In paired 2° × 2° grids along the Arc of Deforestation (red grids) and approximately ~300 km into the inner forest (blue grids, Fig. 2c), the MEGAN default model showed an average isoprene emission difference of 6% (maximum 23%). In contrast, GEE-MEGAN estimated an average difference of 35% on average (maximum 68%), demonstrating its strength in capturing emission heterogeneity. Given that each grid cell represents an area of nearly 50,000 km2, such large under- or overestimation of reactive BVOC emissions can significantly misrepresent their roles and broader environmental impacts, especially at local and regional scales.
High-resolution BVOC emissions modeling in urban areas
GEE-MEGAN effectively captures the spatial variability of urban green spaces, enabling high-resolution BVOC emission modeling at 10–30 m resolution, resampled to 100 m. This ability is showcased in Fig. 3, where BVOC emissions for July 2019 in London, Paris, Los Angeles, and Beijing are quantified at finer urban scales by GEE-MEGAN, compared to the coarser 500-m resolution of the MEGAN default model.
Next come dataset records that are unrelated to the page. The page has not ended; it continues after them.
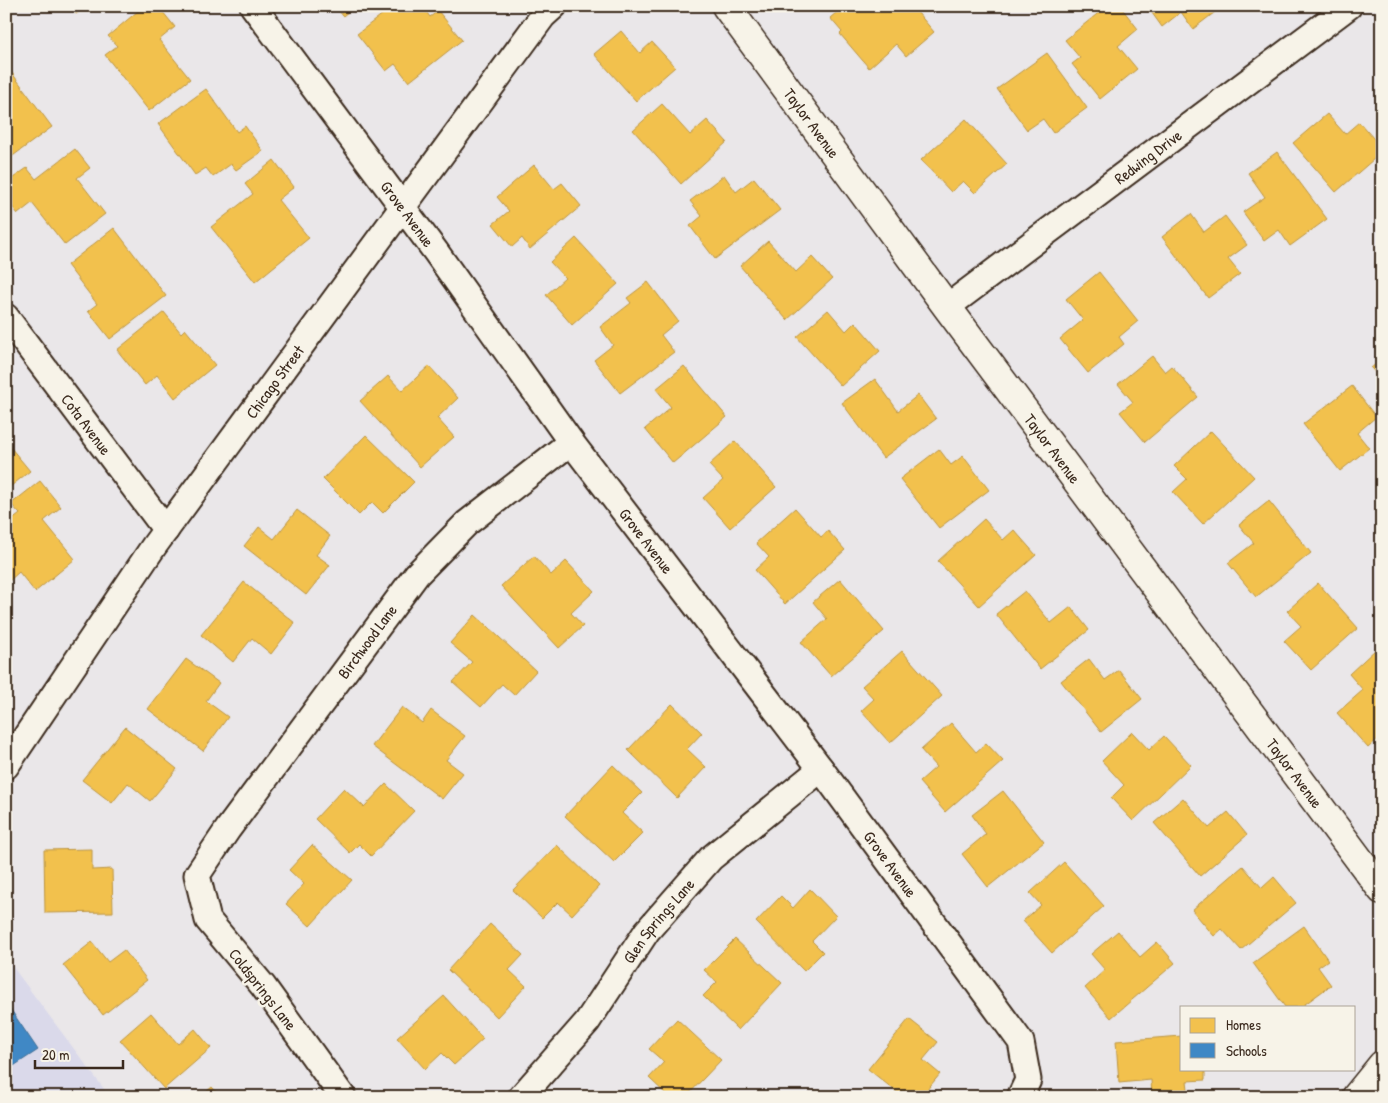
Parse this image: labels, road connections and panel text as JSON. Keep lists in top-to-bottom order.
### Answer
{
  "streets": {
    "street": [
      "Taylor Avenue",
      "Redwing Drive",
      "Grove Avenue",
      "Chicago Street",
      "Cota Avenue",
      "Birchwood Lane",
      "Glen Springs Lane",
      "Coldsprings Lane"
    ]
  },
  "crossings": [
    ["Taylor Avenue", "Redwing Drive"],
    ["Grove Avenue", "Chicago Street"],
    ["Grove Avenue", "Birchwood Lane"],
    ["Grove Avenue", "Glen Springs Lane"],
    ["Chicago Street", "Cota Avenue"],
    ["Birchwood Lane", "Coldsprings Lane"]
  ],
  "legend": ["Homes", "Schools"],
  "scale_bar": "20 m"
}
In Paris, the model identified key hotspots, and further evaluation using the BOXMOX chemical box model showed that GEE-MEGAN emissions achieved better agreement with observed isoprene concentrations than the default MEGAN model under identical ERA5 meteorological conditions9 (Fig. S4, Note S1 and Table S4). This result provides strong evidence that enhanced spatial detail in emission inputs improves model-observation consistency.
a, d, g, j Monthly mean isoprene emissions modeled by GEE-MEGAN, resampled to 100 m resolution; each panel includes an upper-right inset showing a magnified view of a representative urban sub-region. b, e, h, k Corresponding 500 m resolution isoprene fluxes estimated by the default MEGAN model, plotted over the same spatial extents and with identical inset areas for comparison. c, f, i, l Google Earth satellite imagery for the same regions (Maps data ©2019 Google). All panels in each city share a common geographic frame. The Paris Rive Gauche (PRG) site, marked in (j), is located on the seventh floor of the Lamarck B building at Université Paris Cité (30 m above ground level) and is equipped with Proton-Transfer-Reaction Mass Spectrometry (PTR-MS) for ambient isoprene monitoring.
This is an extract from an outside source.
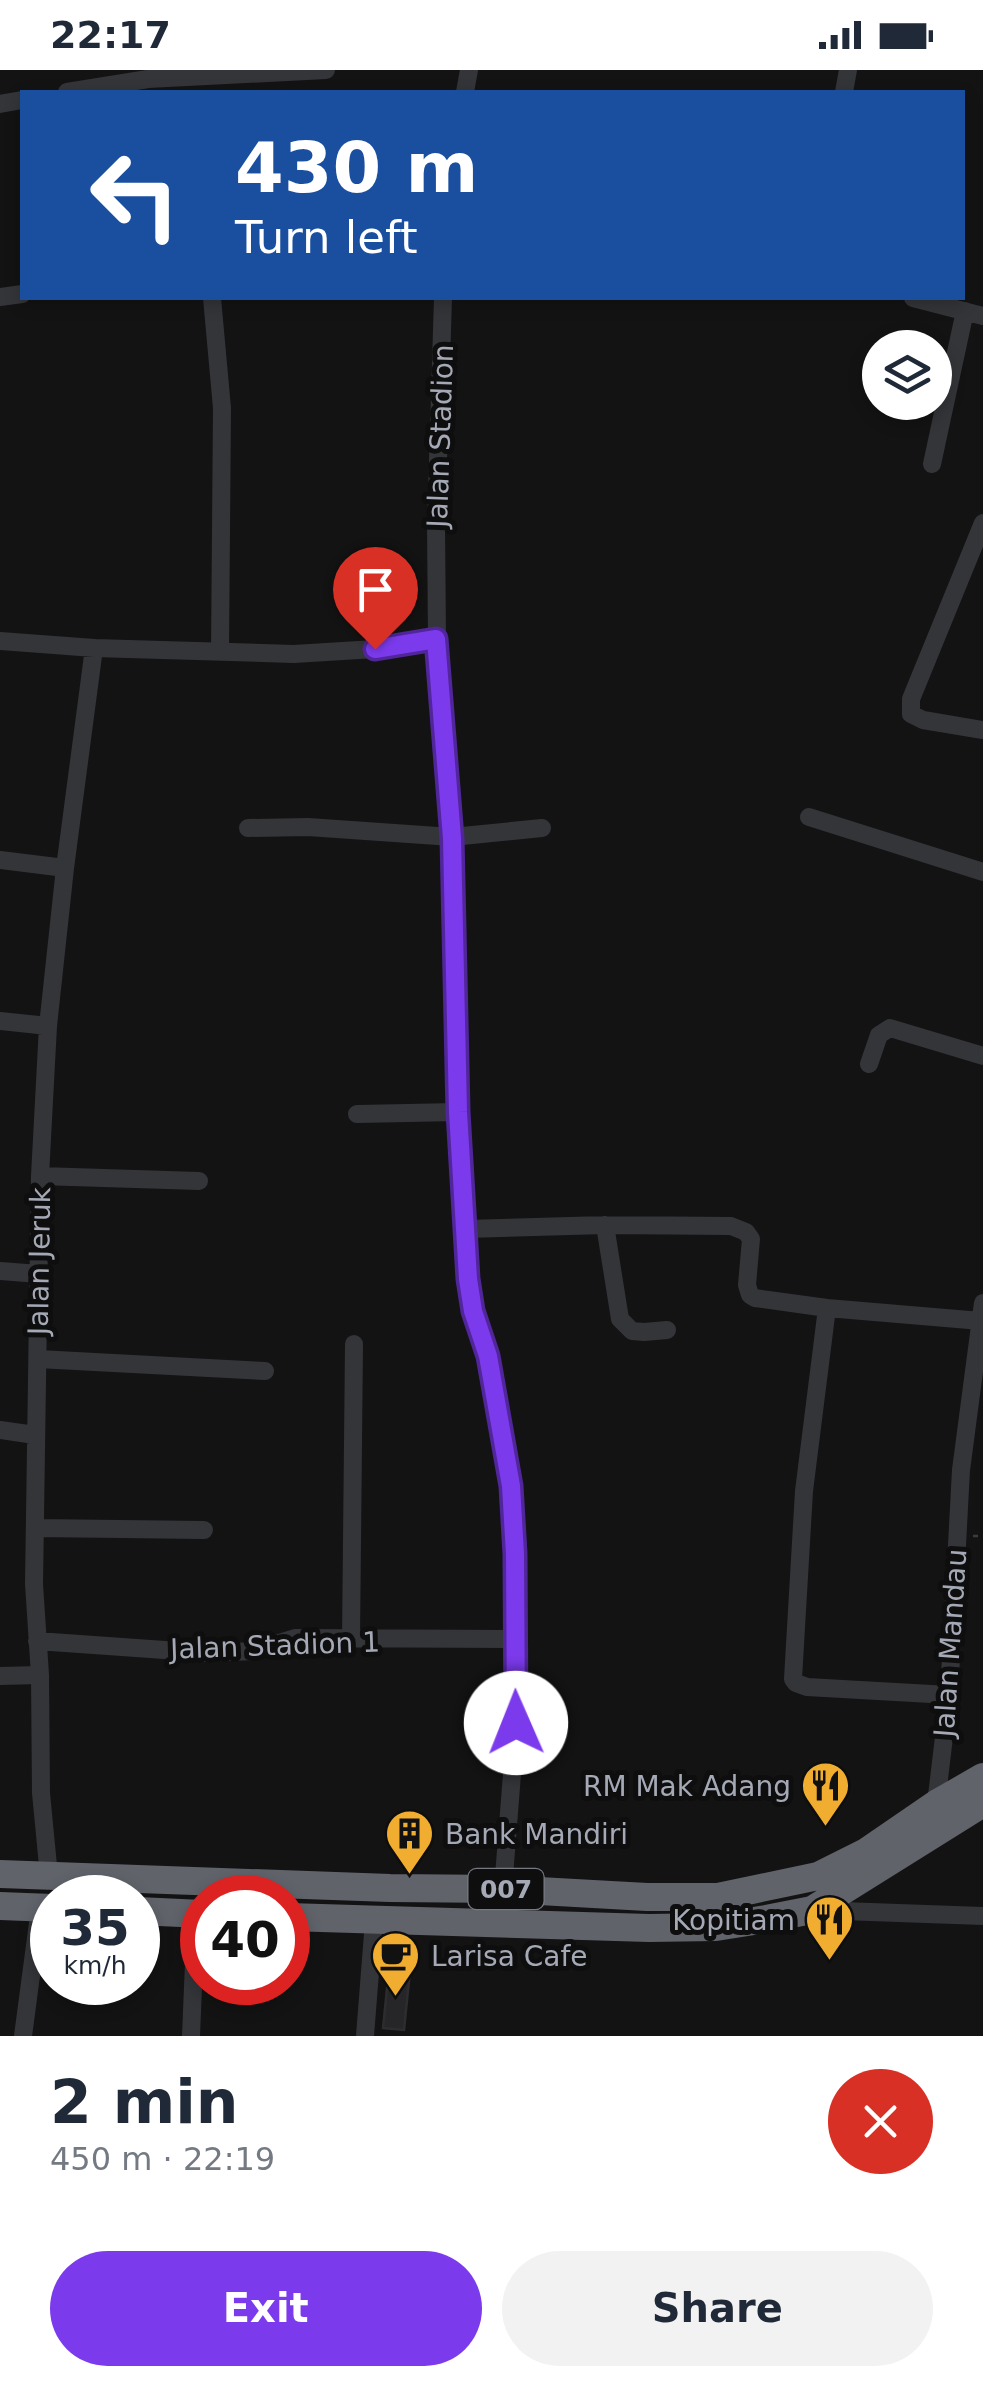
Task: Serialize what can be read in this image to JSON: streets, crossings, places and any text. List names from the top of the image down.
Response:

The high spatial heterogeneity captured by GEE-MEGAN, particularly in emission hotspots and high-value zones that are often fragmented or averaged in coarser-resolution models, consistently leads to higher emission estimates. For cities like London, Los Angeles, Paris, and Beijing, GEE-MEGAN estimated BVOC emissions for July 2019 to be 1.6-25 times higher than those predicted by the MEGAN default (Fig. 4). In Beijing, the larger discrepancy arises from fragmented vegetation being poorly resolved by lower-resolution land-cover inputs. GEE-MEGAN identifies an additional 2800.54 km² of vegetated area and a mean patch size of 0.67 km² within the same domain (Table S5), highlighting the critical role of spatial vegetation detail in driving urban BVOC emissions. This is primarily due to GEE-MEGAN’s incorporation of fine-scale vegetation components, such as isolated trees or smaller trees and shrubs40,41, which are often overlooked in coarser models (Table S6).
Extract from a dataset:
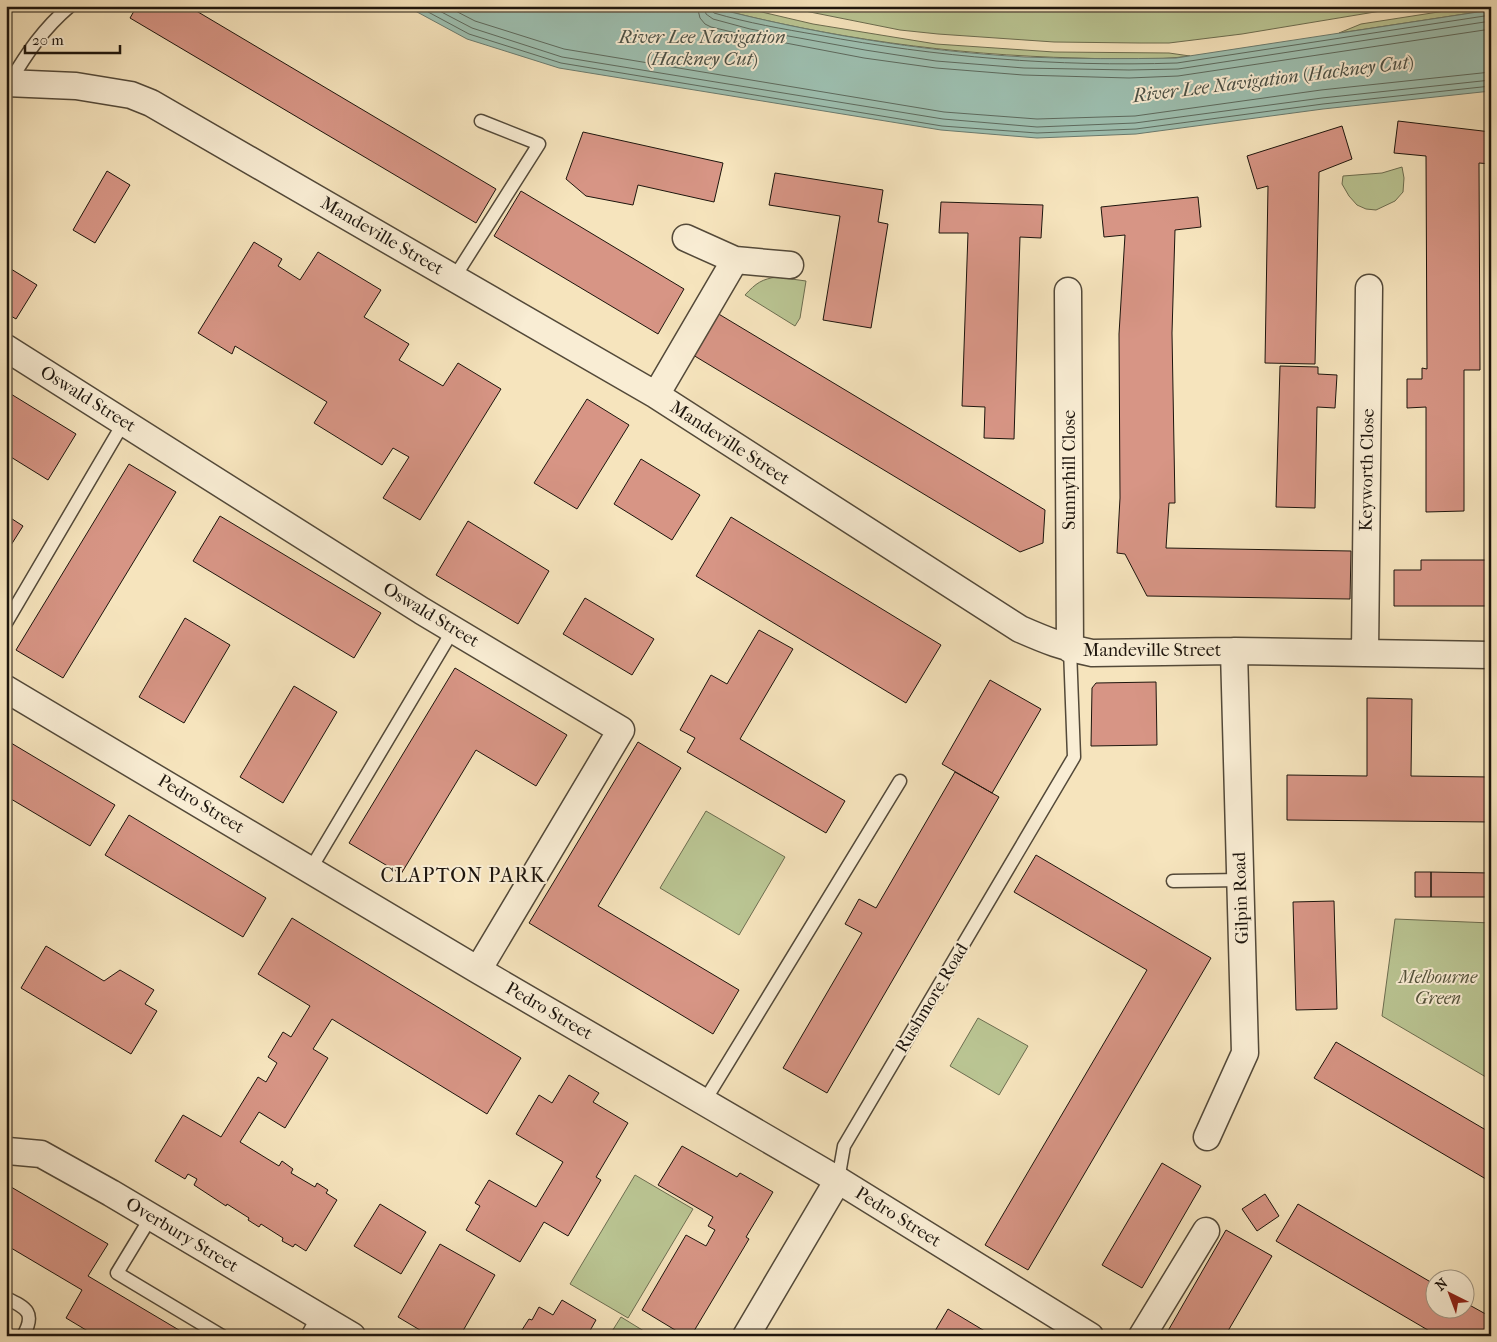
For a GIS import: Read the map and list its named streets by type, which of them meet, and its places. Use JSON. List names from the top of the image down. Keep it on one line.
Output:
{"streets":{"street":["Mandeville Street","Oswald Street","Sunnyhill Close","Keyworth Close","Pedro Street","Gilpin Road","Rushmore Road","Overbury Street"]},"crossings":[["Mandeville Street","Sunnyhill Close"],["Mandeville Street","Keyworth Close"],["Mandeville Street","Gilpin Road"],["Mandeville Street","Rushmore Road"],["Oswald Street","Pedro Street"],["Sunnyhill Close","Rushmore Road"],["Pedro Street","Rushmore Road"]],"districts":["CLAPTON PARK"],"water":["River Lee Navigation (Hackney Cut)"],"parks":["Melbourne Green"],"scale_bar":"20 m","north":"top left"}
The base map is derived from Google Earth remote sensing satellite imagery (Maps data ©2025 Google). The bar depict the emissions of isoprene, monoterpenes, and sesquiterpenes for each city, focus on regions with nighttime light percentages above 80% (nighttime light data from the National Polar-orbiting Partnership, Visible Infrared Imaging Radiometer Suite). This threshold was used to define urban boundaries consistently across cities. For each city, the same spatial extent was used for both models to ensure direct comparison.
A more specific comparison of BVOC emissions in New York on July 2, 2018 revealed that GEE-MEGAN estimated total emissions at 27 tons, nearly 30% higher than the 21 tons predicted by NYC-MEGAN12. This discrepancy arises from GEE-MEGAN’s superior ability to account for the continuous urban-to-suburban coverage of green spaces, addressing limitations in vegetation coverage used in NYC-MEGAN.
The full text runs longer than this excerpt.